Media and Design
Heritage Preservation / Art
Scanner model: Artec Eva
Life support systems of astronauts
Recently, Artec employees visited NPP Zvezda, a unique enterprise in Russia, which produces individual life-support systems for pilots and astronauts. The task was to scan a Sokol-KV-2 spacesuit, which astronauts wear when facing the highest risk of depressurization. These suits are very light (weighing about 8.5 kg). They have been used since 1979, and up to today there has not been a situation in which they have failed. An Artec MHT scanner was used to obtain a three-dimensional copy of the suit for its subsequent integration with a 3D spacecraft model.
This is a “step-by-step” of how that model was obtained:
- An employee wore the spacesuit (the suit is functional and has previously been in space for 6 months) and sat in a special device which mimics a shock-absorbing seat.
Everything was organized in a way which most closely replicates the astronaut's posture during takeoff, landing and other situations associated with the greatest risk.
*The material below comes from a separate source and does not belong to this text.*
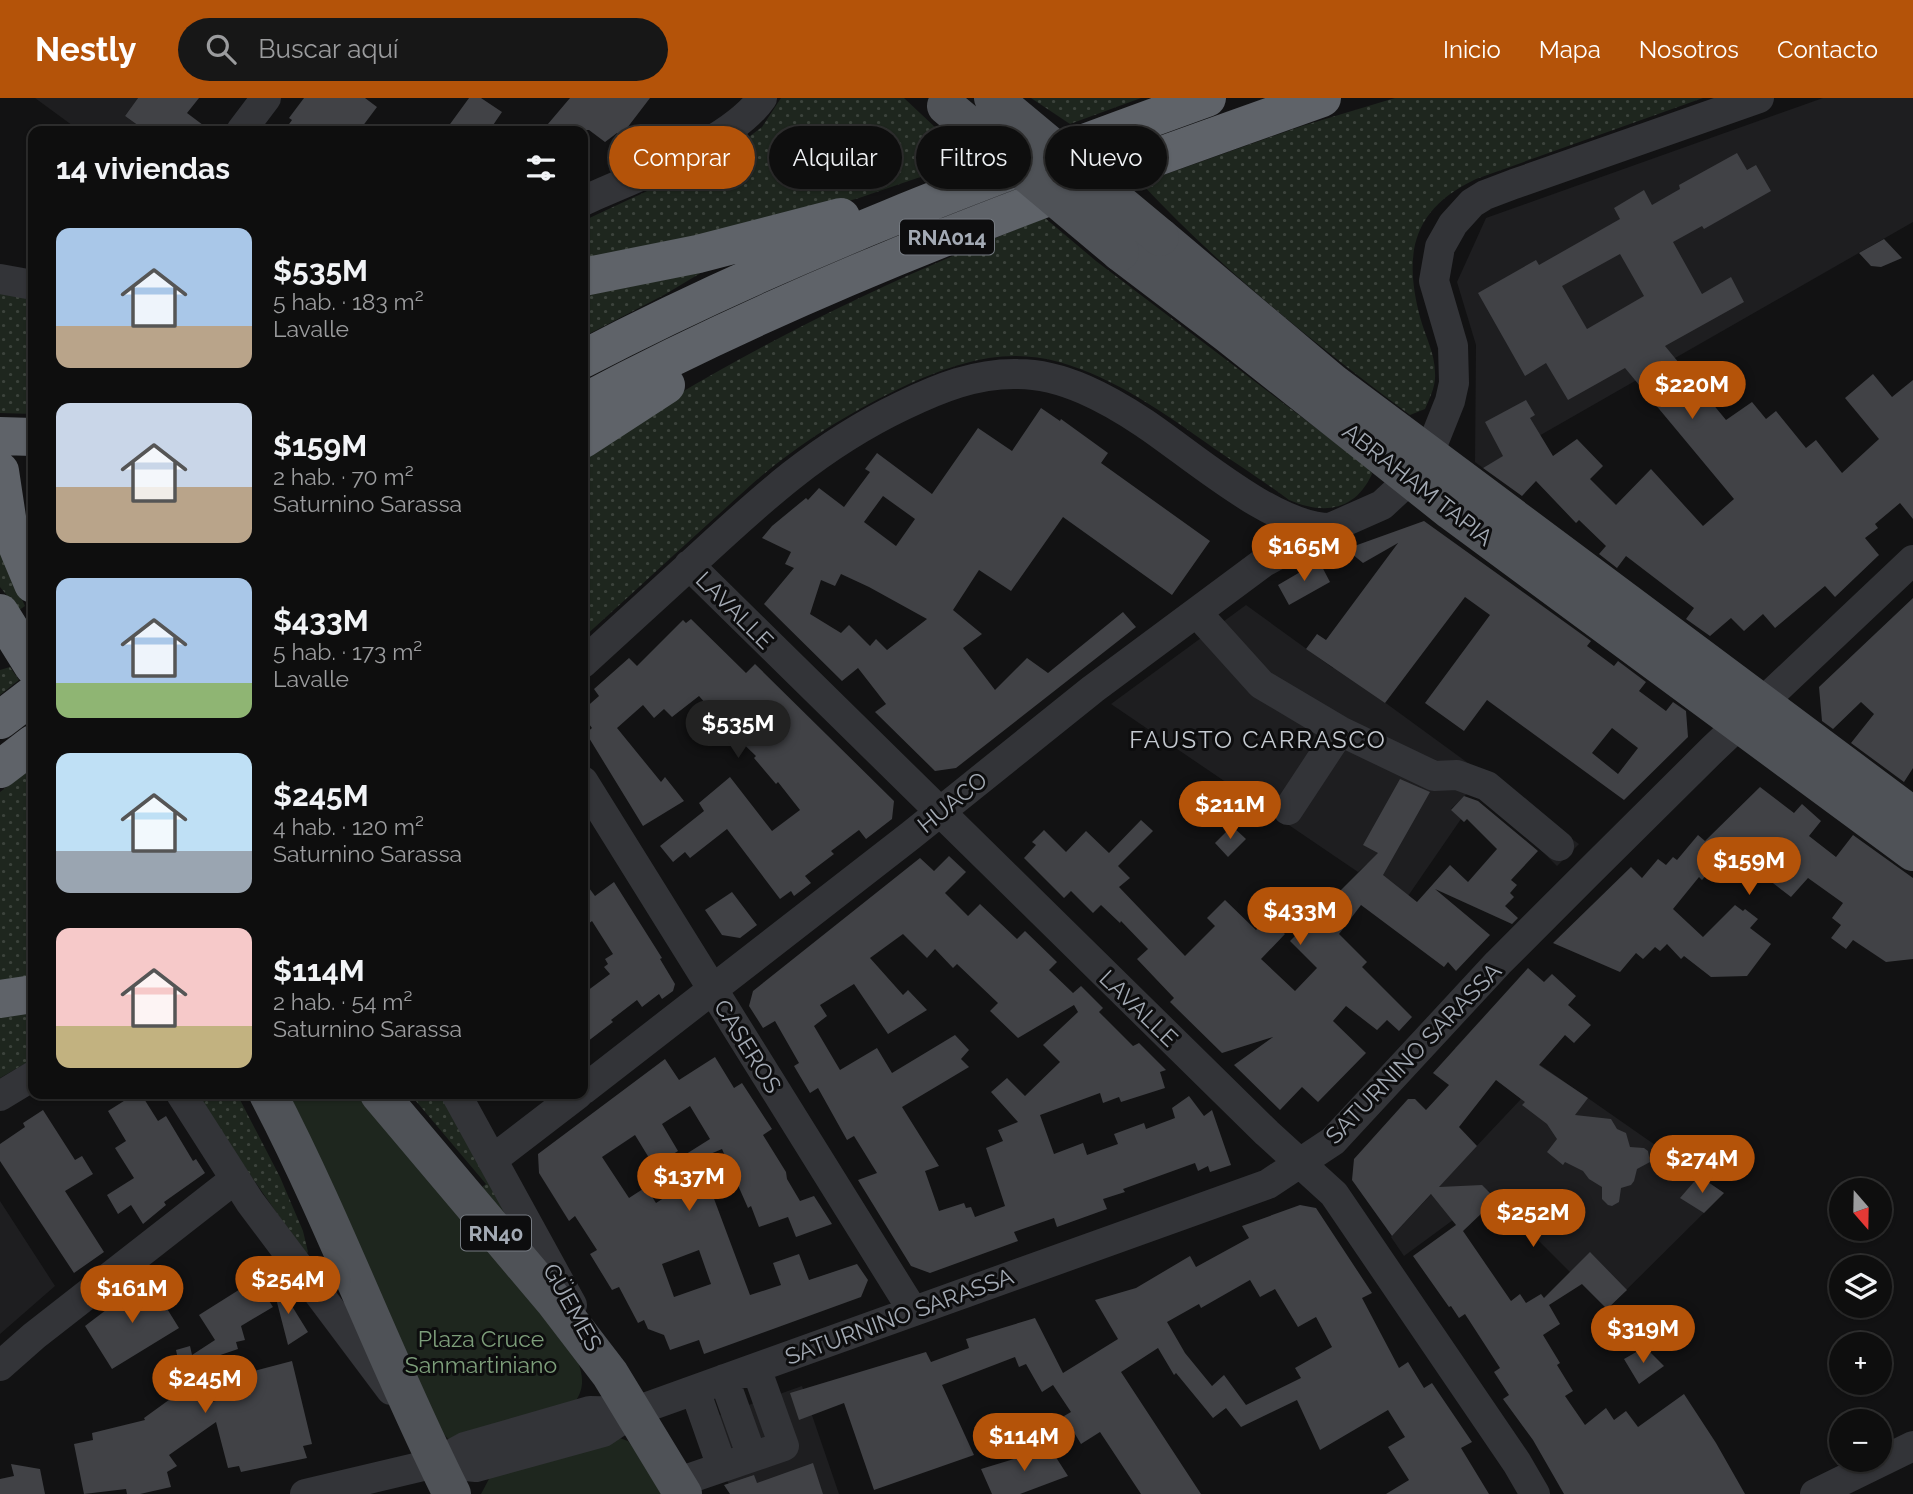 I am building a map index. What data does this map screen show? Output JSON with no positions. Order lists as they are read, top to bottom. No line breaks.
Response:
{"streets":{"highway":["RNA014"],"main road":["ABRAHAM TAPIA","RN40","GÜEMES"],"street":["LAVALLE","HUACO","CASEROS","SATURNINO SARASSA"]},"crossings":[["ABRAHAM TAPIA","HUACO"],["ABRAHAM TAPIA","SATURNINO SARASSA"],["LAVALLE","HUACO"],["LAVALLE","SATURNINO SARASSA"],["HUACO","CASEROS"],["CASEROS","SATURNINO SARASSA"],["SATURNINO SARASSA","GÜEMES"]],"districts":["FAUSTO CARRASCO"],"parks":["Plaza Cruce Sanmartiniano"],"north":"bottom","page":{"header":"Nestly","search":"Buscar aquí","nav":["Inicio","Mapa","Nosotros","Contacto"],"chip":["Comprar","Alquilar","Filtros","Nuevo"],"heading":"14 viviendas","list":[{"name":"$535M","note":"5 hab. · 183 m² · Lavalle"},{"name":"$159M","note":"2 hab. · 70 m² · Saturnino Sarassa"},{"name":"$433M","note":"5 hab. · 173 m² · Lavalle"},{"name":"$245M","note":"4 hab. · 120 m² · Saturnino Sarassa"},{"name":"$114M","note":"2 hab. · 54 m² · Saturnino Sarassa"}],"price":["$220M","$165M","$535M","$211M","$159M","$433M","$274M","$137M","$252M","$254M","$161M","$319M","$245M","$114M"],"map_buttons":["+","−"]}}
- The spacesuit was inflated with air until adequate pressure was reached. Then, it was time to start scanning!
To capture the spacesuit, an MHT scanner was used. This specific scanner model was designed for accurate scanning of medium-sized objects and, captures color data as well.
For further calculations, accuracy during scanning is of the most importance. If not precise, an astronaut may face a situation of depressurization while in space.
- The suit was scanned in 10 minutes and the process went smoothly. The man wearing the spacesuit had to maintain a specific position and hold still during scanning.
When scanning was completed and the suit was deflated, the “Zvezda” employee who was scanned, said, "Hello Earthlings," which made everyone smile.
The 3D model that was produced with the help of Artec’s scanners and Artec Studio software is to be used in a three-dimensional model of a spacecraft which will then be used to design a new spacecraft.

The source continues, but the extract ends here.